Aim of the task:
Could you restate the entries below word for word and leave out the pictures?

Extracted data entries:
****************

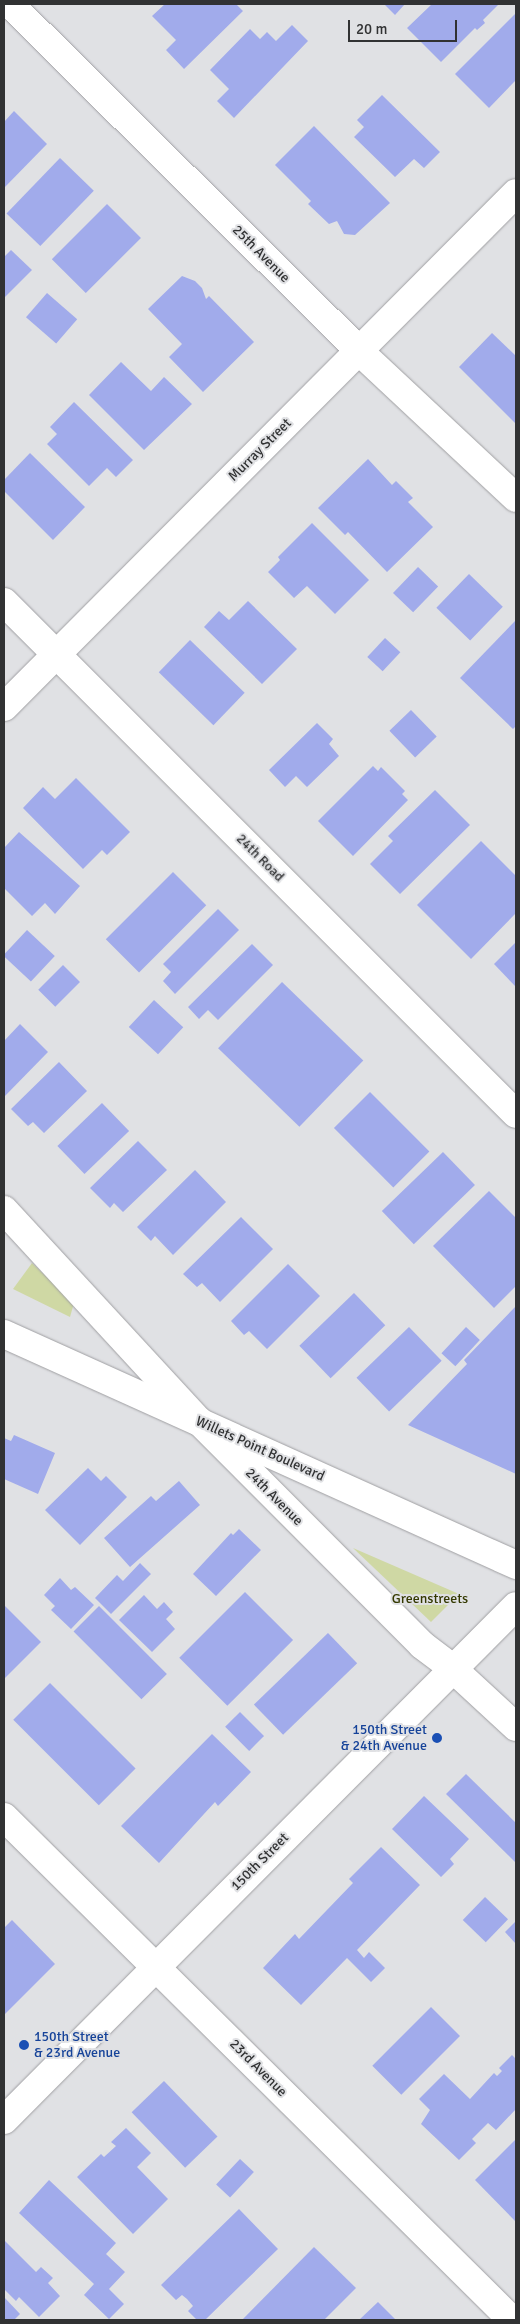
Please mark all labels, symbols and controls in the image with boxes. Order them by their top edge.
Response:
scale bar [350,10,459,42]
text: 20 m [356,20,387,38]
street label: 25th Avenue [229,222,293,286]
street label: Murray Street [225,415,295,485]
street label: 24th Road [233,831,287,885]
street label: Willets Point Boulevard [193,1413,327,1485]
street label: 24th Avenue [242,1465,306,1529]
park label: Greenstreets [392,1591,468,1607]
place label: 150th Street & 24th Avenue [341,1722,427,1754]
marker: 150th Street & 24th Avenue [431,1732,443,1744]
street label: 150th Street [228,1830,292,1894]
place label: 150th Street & 23rd Avenue [34,2029,120,2062]
street label: 23rd Avenue [226,2036,290,2100]
marker: 150th Street & 23rd Avenue [18,2039,30,2051]

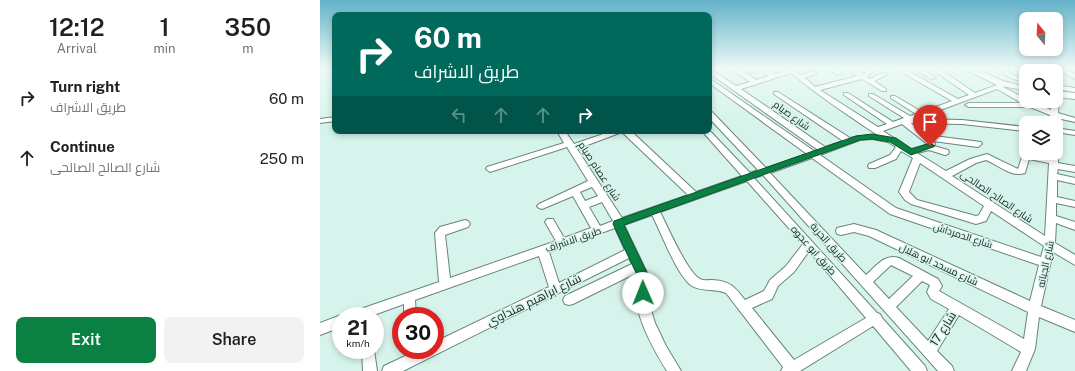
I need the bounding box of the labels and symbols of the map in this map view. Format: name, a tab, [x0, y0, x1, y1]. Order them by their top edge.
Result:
north arrow	[1019, 12, 1063, 56]
street label: شارع صيام	[770, 98, 813, 134]
pin	[913, 105, 947, 146]
street label: شارع عصام صيام	[575, 139, 624, 204]
street label: شارع الصالح الصالحى	[958, 167, 1035, 225]
street label: طريق الحرية	[807, 220, 850, 265]
street label: شارع الدمرداش	[932, 220, 994, 251]
street label: طريق ابو عجوه	[788, 223, 839, 278]
street label: طريق الاشراف	[543, 224, 603, 255]
street label: شارع الجبانه	[1034, 239, 1057, 289]
street label: شارع مسجد ابو هلال	[897, 240, 980, 288]
street label: شارع ابراهيم هنداوي	[484, 271, 585, 332]
position arrow	[622, 272, 664, 314]
speed limit sign: 30	[392, 307, 444, 359]
street label: شارع 17	[927, 309, 960, 349]

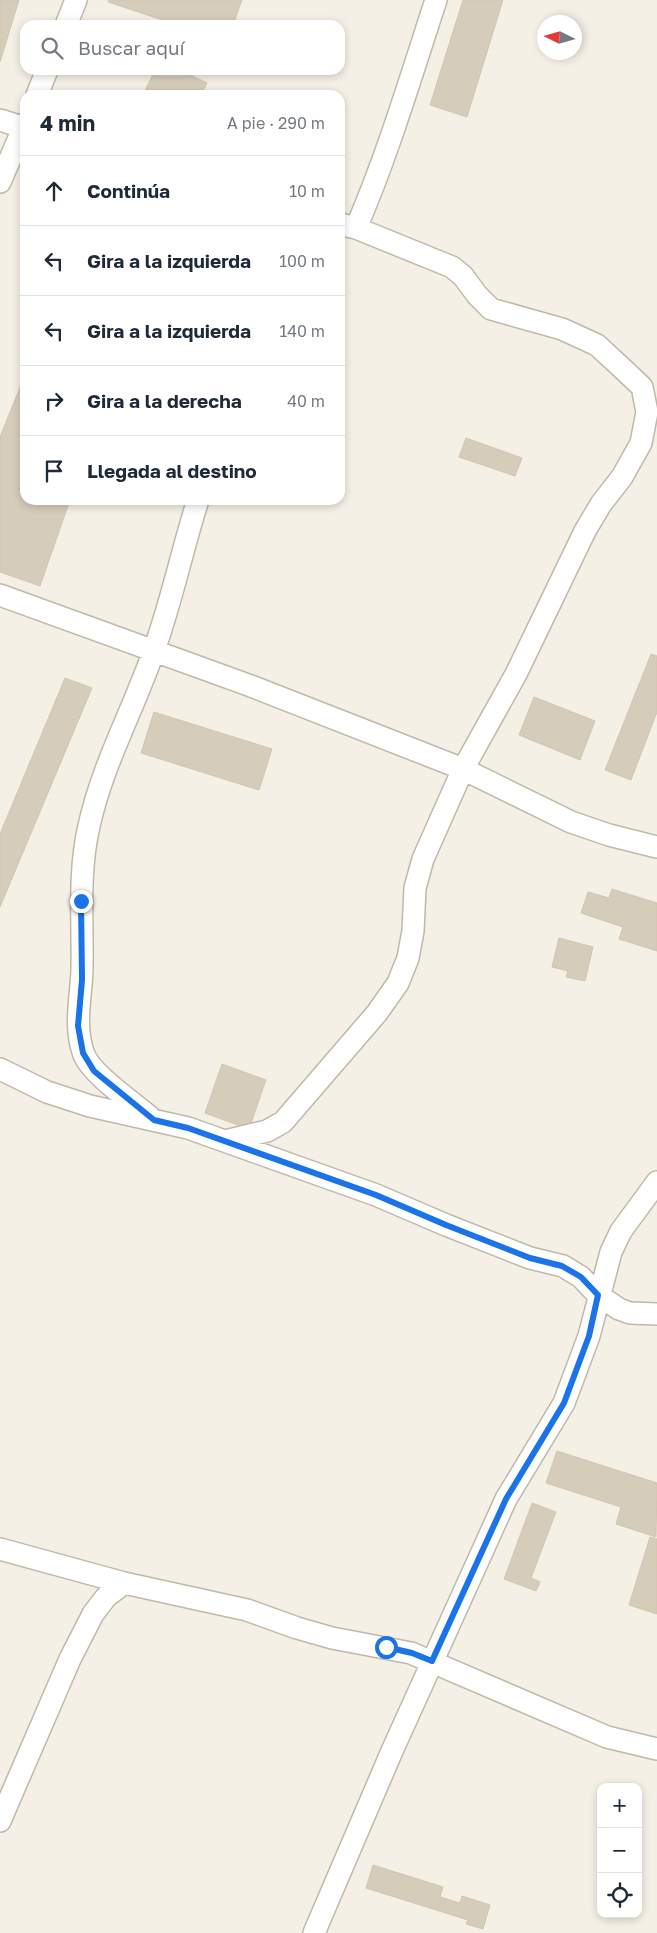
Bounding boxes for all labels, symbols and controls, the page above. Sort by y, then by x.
north arrow [537,15,582,60]
search box [20,20,345,75]
icon: search [38,34,66,62]
text: Buscar aquí [78,36,185,59]
text: 4 min [40,110,95,136]
text: A pie · 290 m [227,113,325,133]
icon: ahead [40,177,68,205]
text: Continúa [87,179,170,202]
text: 10 m [289,181,325,201]
icon: left [40,247,68,275]
text: Gira a la izquierda [87,249,251,272]
text: 100 m [279,251,325,271]
icon: left [40,317,68,345]
text: Gira a la izquierda [87,319,251,342]
text: 140 m [279,321,325,341]
icon: right [40,387,68,415]
text: Gira a la derecha [87,389,242,412]
text: 40 m [287,391,325,411]
icon: arrive [40,457,68,485]
text: Llegada al destino [87,459,257,482]
route end [70,890,93,913]
route start [375,1636,398,1659]
map controls [597,1783,642,1918]
button: + [597,1783,642,1828]
button: − [597,1828,642,1873]
button: locate [597,1873,642,1918]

****************

Task response:
Please mark all labels, symbols and controls in the image with boxes. Order them by their top edge.
Response:
scale bar [350,10,459,42]
text: 20 m [356,20,387,38]
street label: 25th Avenue [229,222,293,286]
street label: Murray Street [225,415,295,485]
street label: 24th Road [233,831,287,885]
street label: Willets Point Boulevard [193,1413,327,1485]
street label: 24th Avenue [242,1465,306,1529]
park label: Greenstreets [392,1591,468,1607]
place label: 150th Street & 24th Avenue [341,1722,427,1754]
marker: 150th Street & 24th Avenue [431,1732,443,1744]
street label: 150th Street [228,1830,292,1894]
place label: 150th Street & 23rd Avenue [34,2029,120,2062]
street label: 23rd Avenue [226,2036,290,2100]
marker: 150th Street & 23rd Avenue [18,2039,30,2051]

I need the bounding box of the labels and symbols of the map in this map view. Format: name, a tab, [x0, y0, x1, y1]. Order them by their top edge.
Result:
north arrow	[1019, 12, 1063, 56]
street label: شارع صيام	[770, 98, 813, 134]
pin	[913, 105, 947, 146]
street label: شارع عصام صيام	[575, 139, 624, 204]
street label: شارع الصالح الصالحى	[958, 167, 1035, 225]
street label: طريق الحرية	[807, 220, 850, 265]
street label: شارع الدمرداش	[932, 220, 994, 251]
street label: طريق ابو عجوه	[788, 223, 839, 278]
street label: طريق الاشراف	[543, 224, 603, 255]
street label: شارع الجبانه	[1034, 239, 1057, 289]
street label: شارع مسجد ابو هلال	[897, 240, 980, 288]
street label: شارع ابراهيم هنداوي	[484, 271, 585, 332]
position arrow	[622, 272, 664, 314]
speed limit sign: 30	[392, 307, 444, 359]
street label: شارع 17	[927, 309, 960, 349]

Bounding boxes for all labels, symbols and controls, the page above. Sort by y, then by x.
north arrow [537,15,582,60]
search box [20,20,345,75]
icon: search [38,34,66,62]
text: Buscar aquí [78,36,185,59]
text: 4 min [40,110,95,136]
text: A pie · 290 m [227,113,325,133]
icon: ahead [40,177,68,205]
text: Continúa [87,179,170,202]
text: 10 m [289,181,325,201]
icon: left [40,247,68,275]
text: Gira a la izquierda [87,249,251,272]
text: 100 m [279,251,325,271]
icon: left [40,317,68,345]
text: Gira a la izquierda [87,319,251,342]
text: 140 m [279,321,325,341]
icon: right [40,387,68,415]
text: Gira a la derecha [87,389,242,412]
text: 40 m [287,391,325,411]
icon: arrive [40,457,68,485]
text: Llegada al destino [87,459,257,482]
route end [70,890,93,913]
route start [375,1636,398,1659]
map controls [597,1783,642,1918]
button: + [597,1783,642,1828]
button: − [597,1828,642,1873]
button: locate [597,1873,642,1918]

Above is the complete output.